▶ [Your task]: Each line in the records that mentions the word "Math" needs to be listed.

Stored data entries
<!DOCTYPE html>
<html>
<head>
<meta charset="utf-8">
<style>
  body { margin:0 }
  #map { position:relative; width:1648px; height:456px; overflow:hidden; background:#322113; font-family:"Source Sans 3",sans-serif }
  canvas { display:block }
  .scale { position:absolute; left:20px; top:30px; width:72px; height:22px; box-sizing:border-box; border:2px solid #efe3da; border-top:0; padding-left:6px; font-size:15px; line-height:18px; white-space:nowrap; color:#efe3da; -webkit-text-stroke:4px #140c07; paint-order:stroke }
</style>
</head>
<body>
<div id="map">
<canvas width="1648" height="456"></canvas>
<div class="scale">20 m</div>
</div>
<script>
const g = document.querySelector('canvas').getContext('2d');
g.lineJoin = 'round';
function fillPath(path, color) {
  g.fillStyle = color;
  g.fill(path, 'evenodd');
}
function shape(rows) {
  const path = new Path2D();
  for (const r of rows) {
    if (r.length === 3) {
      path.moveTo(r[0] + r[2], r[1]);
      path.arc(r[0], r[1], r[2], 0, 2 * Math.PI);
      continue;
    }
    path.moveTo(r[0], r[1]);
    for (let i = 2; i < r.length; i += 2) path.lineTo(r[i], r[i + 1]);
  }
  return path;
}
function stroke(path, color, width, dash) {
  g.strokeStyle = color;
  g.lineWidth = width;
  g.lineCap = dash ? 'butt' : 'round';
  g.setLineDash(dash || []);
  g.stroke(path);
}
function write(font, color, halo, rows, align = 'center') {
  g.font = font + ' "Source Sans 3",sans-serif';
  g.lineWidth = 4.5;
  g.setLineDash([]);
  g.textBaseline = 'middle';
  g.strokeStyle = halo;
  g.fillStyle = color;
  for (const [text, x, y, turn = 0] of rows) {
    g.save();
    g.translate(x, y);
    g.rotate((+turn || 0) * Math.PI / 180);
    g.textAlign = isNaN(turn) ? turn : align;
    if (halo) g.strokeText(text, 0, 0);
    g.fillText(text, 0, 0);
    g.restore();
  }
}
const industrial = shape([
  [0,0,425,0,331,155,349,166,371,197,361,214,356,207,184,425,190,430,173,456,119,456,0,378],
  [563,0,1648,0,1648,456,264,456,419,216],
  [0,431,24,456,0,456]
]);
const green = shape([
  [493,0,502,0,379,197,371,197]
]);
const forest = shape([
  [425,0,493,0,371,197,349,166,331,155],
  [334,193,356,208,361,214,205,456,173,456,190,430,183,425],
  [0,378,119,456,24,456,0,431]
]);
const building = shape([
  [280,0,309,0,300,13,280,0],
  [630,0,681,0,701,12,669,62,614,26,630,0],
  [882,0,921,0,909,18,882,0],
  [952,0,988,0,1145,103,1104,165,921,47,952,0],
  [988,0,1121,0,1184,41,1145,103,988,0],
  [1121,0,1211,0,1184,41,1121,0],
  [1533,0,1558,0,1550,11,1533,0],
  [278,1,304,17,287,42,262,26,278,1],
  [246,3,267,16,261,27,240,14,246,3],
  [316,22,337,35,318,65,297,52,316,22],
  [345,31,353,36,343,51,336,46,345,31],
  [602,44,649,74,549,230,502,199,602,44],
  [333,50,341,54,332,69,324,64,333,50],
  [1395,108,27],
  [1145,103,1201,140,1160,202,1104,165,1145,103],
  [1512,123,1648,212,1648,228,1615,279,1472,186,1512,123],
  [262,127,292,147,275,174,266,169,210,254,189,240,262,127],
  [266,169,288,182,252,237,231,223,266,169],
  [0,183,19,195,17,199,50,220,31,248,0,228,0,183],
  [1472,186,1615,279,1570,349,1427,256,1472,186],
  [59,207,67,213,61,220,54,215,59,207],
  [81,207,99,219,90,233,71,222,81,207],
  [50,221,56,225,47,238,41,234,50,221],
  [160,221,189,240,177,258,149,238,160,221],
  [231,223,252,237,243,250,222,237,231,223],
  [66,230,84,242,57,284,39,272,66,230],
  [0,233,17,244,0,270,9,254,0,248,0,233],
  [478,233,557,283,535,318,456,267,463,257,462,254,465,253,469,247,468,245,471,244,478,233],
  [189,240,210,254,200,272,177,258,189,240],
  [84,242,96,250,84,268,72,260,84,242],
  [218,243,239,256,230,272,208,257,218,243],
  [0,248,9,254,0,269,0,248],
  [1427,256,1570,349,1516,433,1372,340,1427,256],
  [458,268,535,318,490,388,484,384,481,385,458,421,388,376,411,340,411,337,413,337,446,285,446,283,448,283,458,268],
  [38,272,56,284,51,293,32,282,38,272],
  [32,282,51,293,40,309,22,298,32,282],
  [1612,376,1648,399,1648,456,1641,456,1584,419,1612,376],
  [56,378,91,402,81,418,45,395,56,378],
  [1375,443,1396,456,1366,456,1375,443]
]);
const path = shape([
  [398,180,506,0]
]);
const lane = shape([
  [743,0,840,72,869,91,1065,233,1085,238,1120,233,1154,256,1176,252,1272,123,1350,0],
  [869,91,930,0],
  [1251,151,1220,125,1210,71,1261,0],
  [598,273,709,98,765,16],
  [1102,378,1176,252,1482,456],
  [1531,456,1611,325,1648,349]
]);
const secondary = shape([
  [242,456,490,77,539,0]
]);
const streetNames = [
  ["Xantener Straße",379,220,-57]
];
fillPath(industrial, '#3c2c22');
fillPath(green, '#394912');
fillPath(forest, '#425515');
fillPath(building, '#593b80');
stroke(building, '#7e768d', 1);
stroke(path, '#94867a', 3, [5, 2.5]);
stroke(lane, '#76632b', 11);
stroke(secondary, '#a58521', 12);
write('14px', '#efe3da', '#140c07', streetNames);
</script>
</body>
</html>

▶ [Solution to this task]:
      path.arc(r[0], r[1], r[2], 0, 2 * Math.PI);
    g.rotate((+turn || 0) * Math.PI / 180);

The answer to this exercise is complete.